Extracting Text from Fed Speech PDFs using PyPDF2

September 13, 2023

Introduction

As I noted in my last post, the Bank for International Settlements (BIS) maintains an archive of central bank speeches for many countries, but only posts snippets of these speeches on their website. The full speeches can only be accessed as PDFs. This adds another step into the data collection process. If the speeches were already in plain text on the BIS website, I could more easily just scrape the text and store it locally, since extracting text from a structured webpage is usually straightforward, or at least more straightforward than extracting data from a PDF. But since the full speeches are only available in PDF form, I needed to create a way of extracting the text from the PDFs. The code related to this post can be found in this file.

The Goal

My goal in this process was to extract the title, author, date, and the text content of the speeches from the PDFs so I can store it in a csv file for use in various NLP tasks.

Identifying A Starting Point

Thankfully, these speeches from the BIS website are mostly well formed. By this, I mean that they contain actual text, as opposed to being scans (effectively images) of speeches. This is very important, because if the speeches were scans or images of speeches, extracting text would require the use of Optical Character Recognition (OCR) techniques, instead of Reguar Expressions (RegEx).

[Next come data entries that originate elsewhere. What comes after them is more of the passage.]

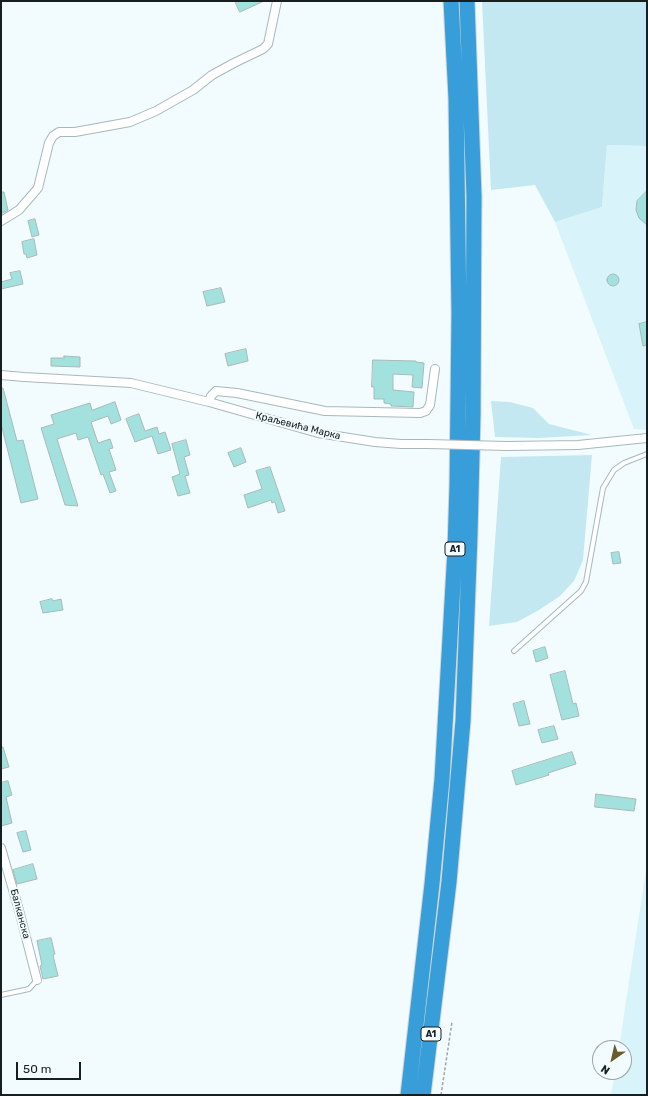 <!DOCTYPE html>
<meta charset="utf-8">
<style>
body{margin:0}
#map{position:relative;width:648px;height:1096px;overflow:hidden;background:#f2fcff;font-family:Rubik,sans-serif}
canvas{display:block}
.frame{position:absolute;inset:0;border:2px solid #181f20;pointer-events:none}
.north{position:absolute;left:592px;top:1040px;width:40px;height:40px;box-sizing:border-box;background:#f2fcff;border:1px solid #9ba4a6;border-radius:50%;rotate:214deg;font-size:11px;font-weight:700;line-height:16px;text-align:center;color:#181f20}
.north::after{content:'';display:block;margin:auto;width:14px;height:18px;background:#695e2b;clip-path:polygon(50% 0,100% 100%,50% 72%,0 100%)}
.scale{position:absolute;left:16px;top:1062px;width:65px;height:18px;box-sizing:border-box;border:2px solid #181f20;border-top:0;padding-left:5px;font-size:12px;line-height:14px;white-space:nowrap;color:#181f20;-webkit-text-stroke:3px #f2fcff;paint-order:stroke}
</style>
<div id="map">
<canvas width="648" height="1096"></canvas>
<div class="frame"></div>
<div class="north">N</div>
<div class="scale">50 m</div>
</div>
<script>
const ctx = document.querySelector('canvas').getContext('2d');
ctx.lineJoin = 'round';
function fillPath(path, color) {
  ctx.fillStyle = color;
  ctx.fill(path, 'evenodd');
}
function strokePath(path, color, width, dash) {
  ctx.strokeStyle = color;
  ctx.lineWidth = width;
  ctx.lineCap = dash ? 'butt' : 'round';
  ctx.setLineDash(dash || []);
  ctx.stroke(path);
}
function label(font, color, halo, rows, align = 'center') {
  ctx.font = font + ' Rubik,sans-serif';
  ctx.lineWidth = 4;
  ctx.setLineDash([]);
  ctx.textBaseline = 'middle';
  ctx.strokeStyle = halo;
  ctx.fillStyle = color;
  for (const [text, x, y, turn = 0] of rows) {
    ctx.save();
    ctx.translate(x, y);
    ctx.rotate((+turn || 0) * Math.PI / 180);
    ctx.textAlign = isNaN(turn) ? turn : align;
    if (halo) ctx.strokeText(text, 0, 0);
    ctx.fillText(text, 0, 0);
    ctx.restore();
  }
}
fillPath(new Path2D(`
 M607 145 647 146V430L634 429 555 222 602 207Z
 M647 863V1095H611L615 1072H624V1048H619Z`), '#d8f3fa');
fillPath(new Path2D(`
 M482 1H647V146L607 145 602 207 555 222 535 185 491 190Z
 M491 401 510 402 533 408 549 424 592 435 539 438 495 437Z
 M592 455 583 560 574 581 560 596 539 610 517 622 489 626 501 457Z`), '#c4e8f1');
const building = new Path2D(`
 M235 1H264L240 12Z
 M647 191V225L639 218 636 210 637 201Z
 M1 192H4L8 210 1 214Z
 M35 219 39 235 32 237 28 221Z
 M34 239 37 255 27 258 26 254H24L22 242Z
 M20 271 23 284 1 289V282L12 279 10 273Z
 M607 280a6 6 0 1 1 12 0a6 6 0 1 1-12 0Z
 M221 288 225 302 207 306 203 292Z
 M647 322V345L643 346 639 324Z
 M246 349 248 361 228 366 225 354Z
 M64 356 80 357V367L51 366V358H64Z
 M373 360 416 361V362L424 363 422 388 412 387 413 375 393 374V390L414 392 413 407 391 406V404L384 403V399H374V387H372Z
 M1 388H3L17 441 23 440 38 499 21 503 1 424Z
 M115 402 121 420 111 424 108 416 91 422 98 443 110 439 113 448 109 449 116 470 109 472 116 491 110 493 103 474 101 475 88 437 78 440 76 433 57 439 78 506 65 505 41 428 54 424 51 415 90 403 92 410Z
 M139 414 145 431 157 427 159 434 165 432 171 450 158 454 152 436 135 442 126 419Z
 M186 440 190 455 184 457 189 475 185 476 190 493 178 496 172 477 180 474 172 444Z
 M241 448 246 462 234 467 228 453Z
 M270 467 285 511 278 513 275 502 272 503 271 500 248 508 244 495 262 489 256 471Z
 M619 552 621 563 613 564 611 553Z
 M52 599 53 601 61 599 63 610 43 613 40 602Z
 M545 647 548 658 536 662 533 651Z
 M565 671 573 704 576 703 579 716 562 720 550 675Z
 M524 701 530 724 519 726 513 704Z
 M554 726 558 739 542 743 538 730Z
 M1 747H3L9 767 1 769Z
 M572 752 576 764 548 773 549 775 516 785 512 771Z
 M8 781 12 795 6 797 12 823 1 826V783Z
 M596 794 636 799 634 811 595 807Z
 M26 831 31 850 23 852 17 833Z
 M33 864 37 879 17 884 13 870Z
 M51 938 55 954 53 955 58 976 43 979 40 966 42 965 37 941Z`);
fillPath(building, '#a2e1dd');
strokePath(building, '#a8bab8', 1);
const lane = new Path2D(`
 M514 651 581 591 586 582 603 488 614 470 624 463 647 454
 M1 995 29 989 37 980`);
const street = new Path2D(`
 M1 221 19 210 38 188 49 143 53 136 59 132H75L130 122 156 111 193 90 212 75 234 63 263 49 268 44 277 1
 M1 375 24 377 131 383 209 402 318 433 375 442 401 444H428
 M209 402 211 396 216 391 237 393 325 411 420 413 426 411 430 405 435 369
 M507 446 578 445 647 438
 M1 848 20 914 37 980`);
const highway = new Path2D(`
 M408 1095 432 884 442 779 455 549 457 485 459 314 456 98 451 1
 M423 1095 449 882 463 721 470 535 473 415 474 196 467 1`);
strokePath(lane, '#a7b8bc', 6);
strokePath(street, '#a7b8bc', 10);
strokePath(highway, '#d5d7d7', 17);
strokePath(new Path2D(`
 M441 1095 452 1022`), '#9da6a8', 1.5, [3, 2]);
strokePath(lane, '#fff', 4);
strokePath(street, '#fff', 8);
strokePath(highway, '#389ed9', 15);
const streetBridge = new Path2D(`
 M428 444 507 446`);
strokePath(streetBridge, '#a7b8bc', 10, []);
strokePath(streetBridge, '#fff', 8);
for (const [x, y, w] of [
 [455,549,20],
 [431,1034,20]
]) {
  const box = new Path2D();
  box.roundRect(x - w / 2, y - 7, w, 14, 3);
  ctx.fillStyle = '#f2fcff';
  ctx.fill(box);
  strokePath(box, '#181f20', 1);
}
label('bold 9px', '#181f20', null, [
 ["A1",455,549],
 ["A1",431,1034]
]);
label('10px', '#181f20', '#f2fcff', [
 ["Краљевића Марка",298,426,14],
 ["Балканска",20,914,75]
]);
</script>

When using RegEx to extract text from documents, the difficulty of extracting text from a group of PDFs varies based on the consistency in format across the PDFs. If all of the PDFs are structured in the same way, one need only take a model document, figure out RegEx patterns that can extract the text from this document, and then apply these regular expressions to all of the PDFs in the corpus. But if document formats vary significantly, one needs to identify representatives of each of the formats, determine characteristics that can be used to distinguish different formats, and create text extraction processes for each format. Thankfully, the Federal Reserve speeches on the BIS website have only a few different formats, so I only needed to create two format-specific information extraction processes.

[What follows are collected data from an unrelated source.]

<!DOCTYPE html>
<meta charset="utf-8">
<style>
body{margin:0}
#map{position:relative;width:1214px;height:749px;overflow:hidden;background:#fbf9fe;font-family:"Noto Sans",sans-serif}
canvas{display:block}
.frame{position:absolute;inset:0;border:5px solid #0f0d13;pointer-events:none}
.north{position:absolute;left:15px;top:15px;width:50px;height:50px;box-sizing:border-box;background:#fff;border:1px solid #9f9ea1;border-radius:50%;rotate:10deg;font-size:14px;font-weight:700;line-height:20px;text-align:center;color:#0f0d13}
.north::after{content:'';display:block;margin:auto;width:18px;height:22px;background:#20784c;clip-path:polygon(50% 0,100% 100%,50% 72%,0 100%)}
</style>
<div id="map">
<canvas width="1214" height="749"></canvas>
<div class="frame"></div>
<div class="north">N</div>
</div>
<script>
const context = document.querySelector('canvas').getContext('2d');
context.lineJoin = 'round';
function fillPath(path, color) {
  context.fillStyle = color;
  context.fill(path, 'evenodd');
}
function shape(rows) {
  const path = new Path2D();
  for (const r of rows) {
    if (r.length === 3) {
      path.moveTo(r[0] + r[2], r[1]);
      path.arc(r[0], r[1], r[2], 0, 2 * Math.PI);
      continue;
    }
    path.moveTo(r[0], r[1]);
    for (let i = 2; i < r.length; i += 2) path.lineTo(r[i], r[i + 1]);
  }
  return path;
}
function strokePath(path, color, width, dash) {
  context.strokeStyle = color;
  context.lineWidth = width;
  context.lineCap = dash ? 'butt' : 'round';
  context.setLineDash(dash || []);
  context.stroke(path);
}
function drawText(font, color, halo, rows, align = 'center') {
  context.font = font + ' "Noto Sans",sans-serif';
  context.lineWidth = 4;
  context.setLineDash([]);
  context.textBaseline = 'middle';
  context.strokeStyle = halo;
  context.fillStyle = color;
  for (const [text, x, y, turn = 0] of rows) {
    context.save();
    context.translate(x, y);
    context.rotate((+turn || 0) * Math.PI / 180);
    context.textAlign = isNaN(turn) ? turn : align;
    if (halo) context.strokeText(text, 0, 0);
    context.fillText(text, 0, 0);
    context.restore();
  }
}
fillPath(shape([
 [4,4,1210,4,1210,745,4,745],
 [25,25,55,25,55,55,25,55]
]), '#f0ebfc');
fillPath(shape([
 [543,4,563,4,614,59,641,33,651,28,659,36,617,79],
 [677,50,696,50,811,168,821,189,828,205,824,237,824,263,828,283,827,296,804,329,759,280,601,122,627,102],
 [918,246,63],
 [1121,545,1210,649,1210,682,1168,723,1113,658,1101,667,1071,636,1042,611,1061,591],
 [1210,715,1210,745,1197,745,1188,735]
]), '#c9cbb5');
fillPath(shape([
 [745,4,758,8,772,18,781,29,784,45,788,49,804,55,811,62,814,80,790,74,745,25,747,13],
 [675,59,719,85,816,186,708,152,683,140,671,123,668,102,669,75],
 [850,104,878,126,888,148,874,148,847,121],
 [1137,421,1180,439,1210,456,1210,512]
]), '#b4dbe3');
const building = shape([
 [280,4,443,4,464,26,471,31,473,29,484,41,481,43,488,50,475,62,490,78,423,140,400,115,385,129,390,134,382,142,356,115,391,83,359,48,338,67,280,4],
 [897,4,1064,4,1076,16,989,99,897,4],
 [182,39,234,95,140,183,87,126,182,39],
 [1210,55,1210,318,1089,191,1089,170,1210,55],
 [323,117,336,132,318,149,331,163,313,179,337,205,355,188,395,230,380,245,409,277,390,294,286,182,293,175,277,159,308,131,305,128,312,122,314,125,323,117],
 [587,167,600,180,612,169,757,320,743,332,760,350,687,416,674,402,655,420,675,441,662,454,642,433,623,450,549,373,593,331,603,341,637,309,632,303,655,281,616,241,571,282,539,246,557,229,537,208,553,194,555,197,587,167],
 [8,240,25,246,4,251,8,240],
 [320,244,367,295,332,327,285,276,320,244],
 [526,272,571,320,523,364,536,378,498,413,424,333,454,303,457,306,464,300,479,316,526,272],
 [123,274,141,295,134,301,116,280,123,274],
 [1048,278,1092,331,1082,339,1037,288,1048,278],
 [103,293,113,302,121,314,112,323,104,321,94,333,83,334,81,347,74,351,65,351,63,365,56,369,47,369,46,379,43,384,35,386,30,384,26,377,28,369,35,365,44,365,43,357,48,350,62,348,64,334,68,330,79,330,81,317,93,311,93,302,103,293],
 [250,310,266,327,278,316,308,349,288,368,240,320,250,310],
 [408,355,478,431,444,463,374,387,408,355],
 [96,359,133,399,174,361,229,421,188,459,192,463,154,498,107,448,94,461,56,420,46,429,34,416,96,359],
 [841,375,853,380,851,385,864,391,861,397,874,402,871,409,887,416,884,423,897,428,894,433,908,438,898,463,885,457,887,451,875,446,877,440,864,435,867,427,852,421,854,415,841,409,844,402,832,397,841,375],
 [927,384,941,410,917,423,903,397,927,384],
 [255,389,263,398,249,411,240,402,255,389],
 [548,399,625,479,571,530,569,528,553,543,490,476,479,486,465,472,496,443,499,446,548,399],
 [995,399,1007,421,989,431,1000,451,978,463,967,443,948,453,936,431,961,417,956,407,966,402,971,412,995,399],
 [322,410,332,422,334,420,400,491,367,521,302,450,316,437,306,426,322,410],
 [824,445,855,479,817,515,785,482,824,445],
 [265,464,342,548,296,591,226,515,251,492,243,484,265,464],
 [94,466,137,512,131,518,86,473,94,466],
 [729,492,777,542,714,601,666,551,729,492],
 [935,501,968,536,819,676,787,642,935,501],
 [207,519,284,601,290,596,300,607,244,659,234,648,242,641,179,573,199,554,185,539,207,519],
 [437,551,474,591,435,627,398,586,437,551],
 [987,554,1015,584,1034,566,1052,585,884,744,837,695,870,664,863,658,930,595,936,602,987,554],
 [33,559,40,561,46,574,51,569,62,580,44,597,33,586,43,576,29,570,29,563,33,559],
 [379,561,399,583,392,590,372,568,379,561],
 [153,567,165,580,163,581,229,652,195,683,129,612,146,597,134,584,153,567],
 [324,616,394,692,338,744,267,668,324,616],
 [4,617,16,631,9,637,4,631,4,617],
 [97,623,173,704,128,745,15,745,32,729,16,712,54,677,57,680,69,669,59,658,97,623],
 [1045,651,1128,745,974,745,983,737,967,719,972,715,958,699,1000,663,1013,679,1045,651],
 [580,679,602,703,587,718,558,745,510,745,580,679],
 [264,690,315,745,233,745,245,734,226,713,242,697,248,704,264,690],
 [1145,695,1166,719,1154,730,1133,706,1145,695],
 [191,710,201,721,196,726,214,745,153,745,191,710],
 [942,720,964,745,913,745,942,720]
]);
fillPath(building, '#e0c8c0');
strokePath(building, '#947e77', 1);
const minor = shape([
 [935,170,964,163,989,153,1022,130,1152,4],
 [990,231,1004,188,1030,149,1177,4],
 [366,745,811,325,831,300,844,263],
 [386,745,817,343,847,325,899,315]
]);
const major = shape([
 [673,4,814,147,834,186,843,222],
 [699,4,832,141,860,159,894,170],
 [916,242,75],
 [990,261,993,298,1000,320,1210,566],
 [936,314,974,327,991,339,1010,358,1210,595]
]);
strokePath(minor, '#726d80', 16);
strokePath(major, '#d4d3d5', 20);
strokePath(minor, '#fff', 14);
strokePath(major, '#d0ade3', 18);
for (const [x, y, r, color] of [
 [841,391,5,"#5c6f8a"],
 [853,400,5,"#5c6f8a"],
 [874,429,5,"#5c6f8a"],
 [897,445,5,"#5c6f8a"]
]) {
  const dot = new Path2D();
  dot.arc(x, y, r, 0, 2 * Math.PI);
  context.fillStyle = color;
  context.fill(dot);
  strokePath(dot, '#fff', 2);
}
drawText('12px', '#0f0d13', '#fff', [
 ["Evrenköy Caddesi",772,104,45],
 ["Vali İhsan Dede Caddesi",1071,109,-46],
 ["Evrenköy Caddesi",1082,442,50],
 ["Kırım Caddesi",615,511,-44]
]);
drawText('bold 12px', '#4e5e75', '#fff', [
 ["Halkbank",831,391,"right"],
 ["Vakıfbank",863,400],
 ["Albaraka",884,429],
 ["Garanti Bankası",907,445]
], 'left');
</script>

I started by visually inspecting a few speeches, making sure to include speeches from different periods of time in case the format changed after a certain date. I discovered that most speeches match the format represented by the following example: Welcoming remarks - “Fed Listens”. In fact, in my relatively cursory exploration of speeches, I did not encounter any other formats, convincing me that all or at least most of the speeches match this format. For this reason, I proceeded by creating a text extraction procedure for this format, with the intent of applying this procedure to all of the documents in the corpus and then identifying other formats by looking for cases where this procedure failed.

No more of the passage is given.